Haven't seen this topic discussed ...
It is common in and around urban areas to see shopping trolleys, bicycles, car tyres and other human "rubbish" dumped into a river. This offends our sensibilities and we want to remove it to make our river look cared for. Often in these same situations, there may be insufficient in-stream or low-level cover.
A case in point: on a recent riverbank clear-up, a Derbys CC wildlife ranger and I carefully took a 20 foot length of corrugated plastic out of the branches of a tree (where it had been left by the winter floods): it was trailing in the river. Once we got it onto land we saw it was covered in caseless caddis. Dilemma!
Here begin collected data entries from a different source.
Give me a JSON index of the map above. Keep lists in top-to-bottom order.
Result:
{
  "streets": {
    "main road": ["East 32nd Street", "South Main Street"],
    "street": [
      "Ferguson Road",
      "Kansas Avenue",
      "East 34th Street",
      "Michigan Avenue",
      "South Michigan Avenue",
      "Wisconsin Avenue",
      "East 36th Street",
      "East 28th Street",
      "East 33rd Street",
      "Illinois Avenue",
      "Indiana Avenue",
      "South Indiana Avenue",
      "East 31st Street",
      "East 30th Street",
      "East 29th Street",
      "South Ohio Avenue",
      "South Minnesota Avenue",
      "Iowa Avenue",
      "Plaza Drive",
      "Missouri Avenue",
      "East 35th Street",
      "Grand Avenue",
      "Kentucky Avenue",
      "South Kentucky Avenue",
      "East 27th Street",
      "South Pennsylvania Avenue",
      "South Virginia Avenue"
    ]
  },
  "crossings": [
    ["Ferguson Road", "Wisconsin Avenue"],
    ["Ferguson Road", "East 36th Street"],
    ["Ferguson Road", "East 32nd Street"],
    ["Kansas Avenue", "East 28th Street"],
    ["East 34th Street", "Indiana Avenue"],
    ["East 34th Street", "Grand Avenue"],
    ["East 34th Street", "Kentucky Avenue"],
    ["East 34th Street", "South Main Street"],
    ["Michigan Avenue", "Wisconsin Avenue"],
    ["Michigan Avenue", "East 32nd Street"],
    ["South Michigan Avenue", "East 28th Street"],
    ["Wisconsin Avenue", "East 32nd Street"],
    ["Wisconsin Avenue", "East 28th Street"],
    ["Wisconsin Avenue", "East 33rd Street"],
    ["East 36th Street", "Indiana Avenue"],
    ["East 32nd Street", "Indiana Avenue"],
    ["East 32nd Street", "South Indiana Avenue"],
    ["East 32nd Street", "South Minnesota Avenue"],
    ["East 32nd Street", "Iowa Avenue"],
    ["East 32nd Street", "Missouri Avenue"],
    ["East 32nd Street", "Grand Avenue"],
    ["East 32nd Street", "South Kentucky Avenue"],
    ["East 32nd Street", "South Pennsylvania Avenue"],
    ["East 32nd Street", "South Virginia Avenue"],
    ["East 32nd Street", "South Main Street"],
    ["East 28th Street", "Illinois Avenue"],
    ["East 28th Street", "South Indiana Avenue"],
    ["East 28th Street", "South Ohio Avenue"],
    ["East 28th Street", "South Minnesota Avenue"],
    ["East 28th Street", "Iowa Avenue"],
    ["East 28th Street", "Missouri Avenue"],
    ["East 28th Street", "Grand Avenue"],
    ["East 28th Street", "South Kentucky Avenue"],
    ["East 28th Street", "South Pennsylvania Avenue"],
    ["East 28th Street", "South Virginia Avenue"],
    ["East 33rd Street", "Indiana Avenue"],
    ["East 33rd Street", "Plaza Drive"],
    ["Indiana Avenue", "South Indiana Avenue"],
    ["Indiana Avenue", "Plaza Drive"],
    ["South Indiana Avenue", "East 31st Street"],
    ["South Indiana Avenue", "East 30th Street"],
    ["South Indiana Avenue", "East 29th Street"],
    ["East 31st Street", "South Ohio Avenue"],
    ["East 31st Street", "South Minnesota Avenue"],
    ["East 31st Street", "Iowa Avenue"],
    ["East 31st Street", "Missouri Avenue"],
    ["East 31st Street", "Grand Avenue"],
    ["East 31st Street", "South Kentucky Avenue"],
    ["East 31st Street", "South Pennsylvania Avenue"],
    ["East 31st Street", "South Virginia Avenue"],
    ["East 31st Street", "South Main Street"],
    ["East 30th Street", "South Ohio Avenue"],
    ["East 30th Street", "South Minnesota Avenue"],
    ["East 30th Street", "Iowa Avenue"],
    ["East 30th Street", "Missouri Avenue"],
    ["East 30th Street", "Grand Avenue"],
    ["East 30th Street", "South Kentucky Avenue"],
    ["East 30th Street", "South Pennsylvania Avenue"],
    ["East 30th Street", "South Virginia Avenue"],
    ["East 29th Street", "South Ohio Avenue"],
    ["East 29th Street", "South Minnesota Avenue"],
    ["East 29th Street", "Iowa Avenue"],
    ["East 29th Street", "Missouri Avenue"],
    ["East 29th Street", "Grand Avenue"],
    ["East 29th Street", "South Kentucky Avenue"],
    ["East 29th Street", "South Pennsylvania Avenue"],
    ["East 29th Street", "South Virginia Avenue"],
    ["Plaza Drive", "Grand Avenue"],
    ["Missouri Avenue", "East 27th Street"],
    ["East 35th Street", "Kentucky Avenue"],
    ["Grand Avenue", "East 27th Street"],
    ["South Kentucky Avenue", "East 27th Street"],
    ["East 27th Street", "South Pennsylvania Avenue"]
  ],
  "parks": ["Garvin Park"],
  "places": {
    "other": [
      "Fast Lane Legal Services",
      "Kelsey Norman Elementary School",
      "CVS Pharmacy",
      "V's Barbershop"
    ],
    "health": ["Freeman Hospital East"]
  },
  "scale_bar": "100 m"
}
If we throw it on the skip we kill thousands of invertebrates and deny our fishes their feast; if we leave it it looks a mess. We chose to put it back, but we will have another look at the next clear-up in Jul/Aug and re-assess.
My thesis: in these situations shopping trolleys and other "rubbish" can provide essential in-stream cover: they will provide shelter from floods, and cover against aerial predators. Unless we plan to replace the shopping trolleys with equivalent in-stream cover, we should leave well alone, and perhaps even install signs which say something like: "This shopping trolley intentionally left in the river" to indicate that someone is caring for the river.
Please discuss
Andrew
PS Plainly fridges, car batteries and so on should be removed.